The first improvement is to insist on the server deploying the well known SSL/TLS protocol to ensure that an encrypted tunnel is created between client and server, which effectively solves the transport issue and authenticates the server to the client. Briefly the server has a private/public key pair, and a client generates an ephemeral session key, encrypts it with the public key, and sends it up to the server who can recover it. To convince the client that they are using the right public key, they do not just take it on trust from the server, but rather extract it from an X.509 certificate which has been digitally signed by a recognised Certificate Authority (CA). This is well known tried-and-tested Public Key Infrastructure (PKI) solution which ensures server integrity and allows e-commerce to flourish on the Internet.

Unfortunately this is not enough to prevent sophisticated phishing attacks, as the wrong server can authenticate itself just as easily as the right one, if the client is not careful to establish exactly who they are talking to. We will refer to this method as the proto-authentication protocol.

3 Introducing client-side secure hardware

Now let us allow ourselves a secure hardware vault on the client side. This allows the client to store inside the vault a very large random 128-bit secret, that he does not need to memorise, or indeed ever be aware of. At registration it is transported to the server and stored next to their username. Now we can be a little cleverer. To authenticate, the server sends a random challenge to the client which gets its vault to encrypt it using the secret as a key, sends it back to the server which looks up the same secret from the database and uses it to decrypt. If the result is the same as the original challenge, authentication succeeds.

Note that we have come a long way thanks to secure hardware. The client experience is now passwordless, phishing attacks are impossible (as the challenge is different every time), and the client secret is no longer transmitted to the server with every authentication, in fact it never leaves the security of its vault. We have established possession of the secret without revealing anything useful about it. If a two factor authentication experience is desired { easy { arrange it such that the vault only performs its function on entry of a short PIN number. We note in passing that once a secure vault is assumed, it may also be used to store a biometric template of the client, so that presentation of that biometric would be an alternate mechanism for opening the vault. For the purposes of this paper we will assume the PIN entry option is used as a second factor.

Since client and server are intent on entering into a trusting relationship, it doesn’t really matter which of them generates the large secret.
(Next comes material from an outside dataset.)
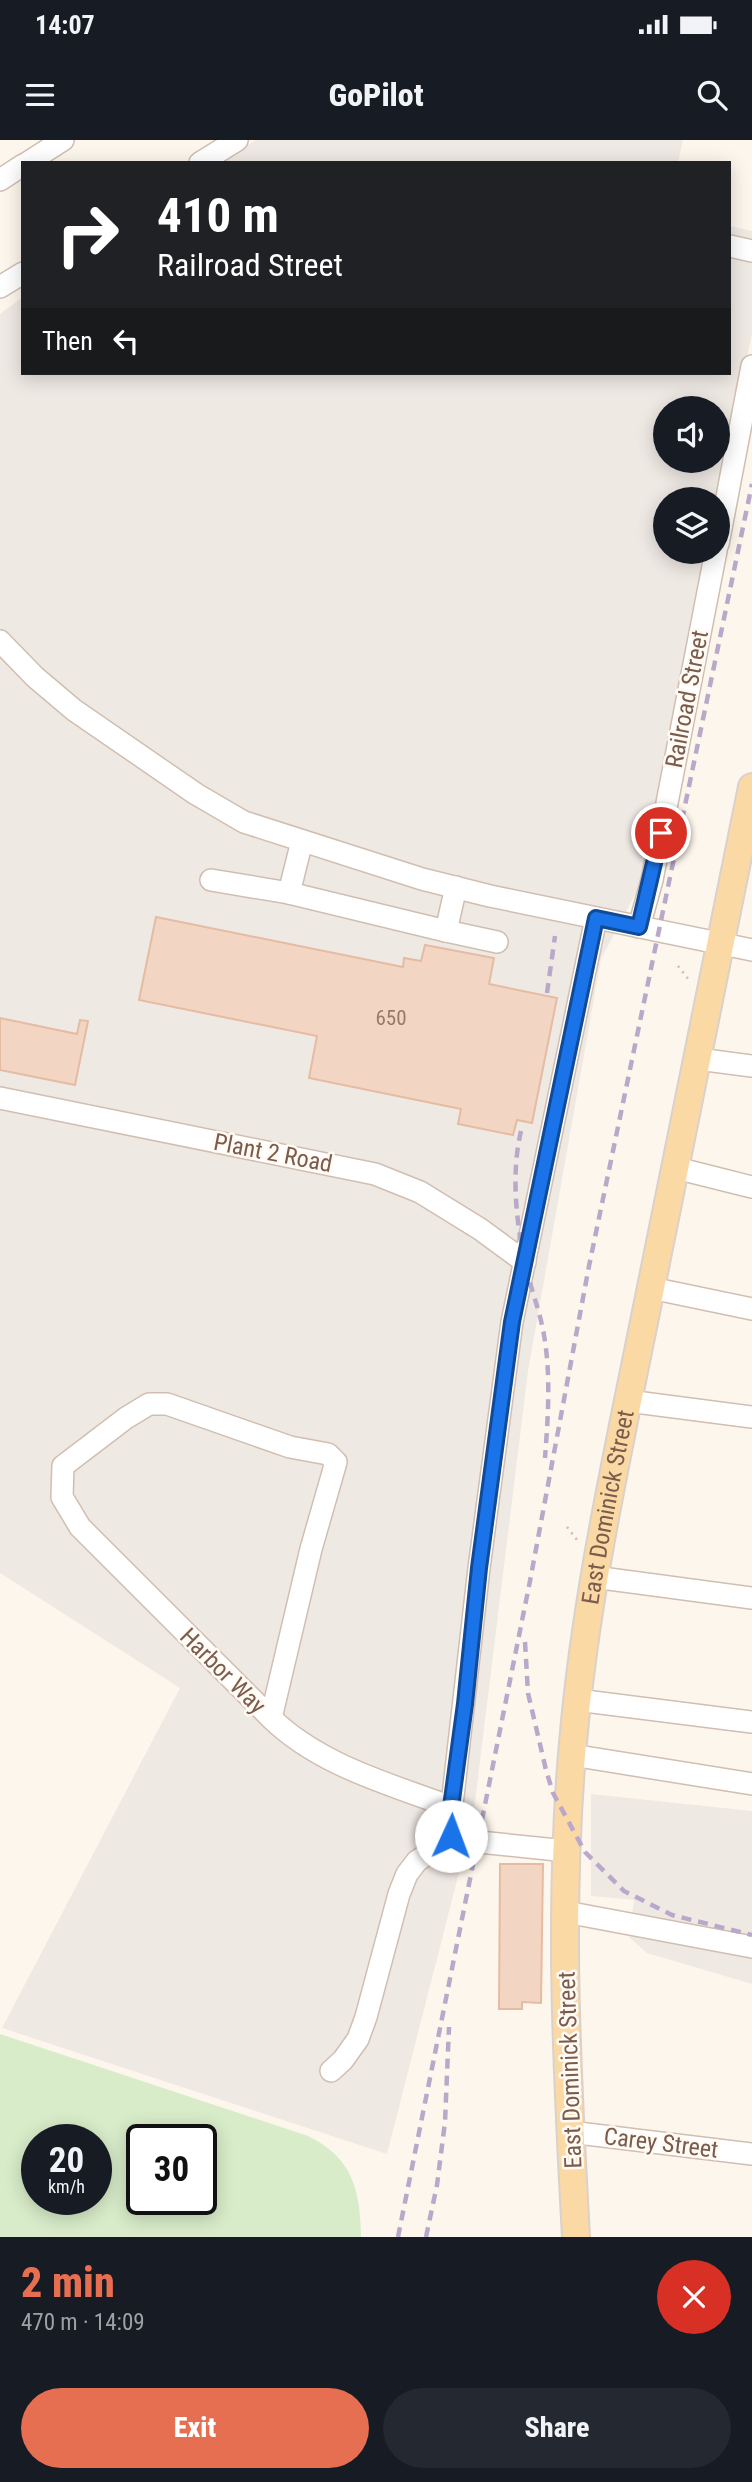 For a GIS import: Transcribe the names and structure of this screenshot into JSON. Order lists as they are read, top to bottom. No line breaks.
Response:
{"streets":{"main road":["East Dominick Street"],"street":["Railroad Street","Plant 2 Road","Harbor Way","Carey Street"]},"crossings":[["East Dominick Street","Carey Street"]],"house_numbers":["650"],"page":{"status":"14:07","header":"GoPilot","turn":["410 m","Railroad Street"],"then":"Then","speed":"20 km/h","limit":"30","heading":["2 min","470 m · 14:09"],"buttons":["Exit","Share"]}}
So a simple elaboration would be for the client hardware to generate an ephemeral public/private key pair, and during registration send the public key to the server, which generates the secret, encrypts it with the public key, and sends it back to the hardware, which decrypts it with the private key that can then be immediately deleted. Now the secret is never visible at any endpoint on the client side.
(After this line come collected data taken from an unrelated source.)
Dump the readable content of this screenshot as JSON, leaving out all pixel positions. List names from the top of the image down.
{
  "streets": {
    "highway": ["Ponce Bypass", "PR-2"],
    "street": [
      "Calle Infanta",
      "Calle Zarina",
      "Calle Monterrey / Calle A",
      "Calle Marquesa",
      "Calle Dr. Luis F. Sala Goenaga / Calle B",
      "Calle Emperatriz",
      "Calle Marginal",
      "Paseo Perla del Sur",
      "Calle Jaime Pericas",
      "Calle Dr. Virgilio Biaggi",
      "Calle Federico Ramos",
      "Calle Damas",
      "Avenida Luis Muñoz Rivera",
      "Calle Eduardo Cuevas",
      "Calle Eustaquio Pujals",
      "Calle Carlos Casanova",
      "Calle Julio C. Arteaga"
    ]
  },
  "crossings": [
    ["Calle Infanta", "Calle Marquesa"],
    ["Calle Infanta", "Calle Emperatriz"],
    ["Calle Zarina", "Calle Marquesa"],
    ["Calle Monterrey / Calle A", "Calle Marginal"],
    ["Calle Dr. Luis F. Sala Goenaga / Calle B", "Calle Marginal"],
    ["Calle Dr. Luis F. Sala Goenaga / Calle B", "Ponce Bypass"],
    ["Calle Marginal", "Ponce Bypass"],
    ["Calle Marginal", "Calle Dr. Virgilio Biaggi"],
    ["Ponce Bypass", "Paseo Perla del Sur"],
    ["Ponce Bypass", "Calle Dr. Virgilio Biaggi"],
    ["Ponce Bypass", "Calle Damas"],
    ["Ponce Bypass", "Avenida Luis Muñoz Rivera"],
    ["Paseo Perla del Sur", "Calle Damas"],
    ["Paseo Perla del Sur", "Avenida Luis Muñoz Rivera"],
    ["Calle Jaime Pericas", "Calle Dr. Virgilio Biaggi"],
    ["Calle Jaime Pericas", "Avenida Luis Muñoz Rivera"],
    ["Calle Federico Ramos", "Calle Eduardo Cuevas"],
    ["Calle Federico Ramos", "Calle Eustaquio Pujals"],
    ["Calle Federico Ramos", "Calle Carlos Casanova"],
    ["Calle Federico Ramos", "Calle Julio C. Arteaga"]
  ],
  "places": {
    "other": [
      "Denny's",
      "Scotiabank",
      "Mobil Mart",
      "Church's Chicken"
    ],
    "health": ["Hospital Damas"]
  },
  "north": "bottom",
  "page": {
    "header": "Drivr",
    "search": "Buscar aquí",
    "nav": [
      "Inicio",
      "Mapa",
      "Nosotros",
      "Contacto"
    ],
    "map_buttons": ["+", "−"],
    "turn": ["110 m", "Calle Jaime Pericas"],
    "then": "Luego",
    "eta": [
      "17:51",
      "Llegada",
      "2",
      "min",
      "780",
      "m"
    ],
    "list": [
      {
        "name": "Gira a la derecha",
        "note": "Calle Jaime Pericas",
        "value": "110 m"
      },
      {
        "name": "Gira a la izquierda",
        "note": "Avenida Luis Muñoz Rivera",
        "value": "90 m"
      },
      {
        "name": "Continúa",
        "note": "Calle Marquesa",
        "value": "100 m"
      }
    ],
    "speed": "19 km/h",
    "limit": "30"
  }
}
Note that this simple idea gives us everything that FIDO gives us on the client side, at a fraction of the cost and complexity. However it is not so clear that all is well on the server side. That credential database is still a major weakness. The mutual client/server secret is just sitting there, in the clear and inviting attack by a resourceful hacker.

3.1 Username/Password

The Username/Password protocol is another way of improving on our proto scheme, this time without requiring secure hardware. Now the basic idea is that a one-way hash of the password is stored on the server side, and when the client password is presented to the server, it is the hash of it that is compared with the value stored in the database. This certainly improves things at the server end, as passwords are no longer stored in their original form, and cannot easily be recovered from the hash because of its one-wayness.

In fact there is often a lot more than that to Username/Password as deployed by organisations like Facebook [11] and LinkedIn [8]. Commonly the stored credential is a combination of a salt and an iterated hash of the concatenation of username, salt, pepper, a secret key and the actual password. Such a method is recommended by NIST [2] section 5.1.1. Each component adds something to the overall security. By iterating the hash function maybe 10,000 times we introduce a tiny but acceptable delay into the authentication process, but we also increase the attackers workload by the same factor. The salt, typically 128 random bits, ensures that identical passwords do not result in identical credentials, and again slows down a brute-force attack which iterates through a large dictionary of common passwords, forcing the attacker to search the full dictionary as it attacks each individual account. Care is also taken to protect against active substitution attacks where an attacker can overwrite his victim’s credential with one of his own choosing. By including the username in the hash, the attacker cannot simply substitute his own genuine credential for that of his victim.

Perhaps the most significant component is the “pepper”. This is a global secret, typically stored in a HSM (Hardware Security Module), which must be contributed on-the-fly before the correct hash is calculated. It is there to mitigate against the most common failure mode of Username/Password, where the credential database is stolen, and an attacker can at their leisure go about attacking every individual’s password. Without possession of the pepper component, the attacker cannot succeed.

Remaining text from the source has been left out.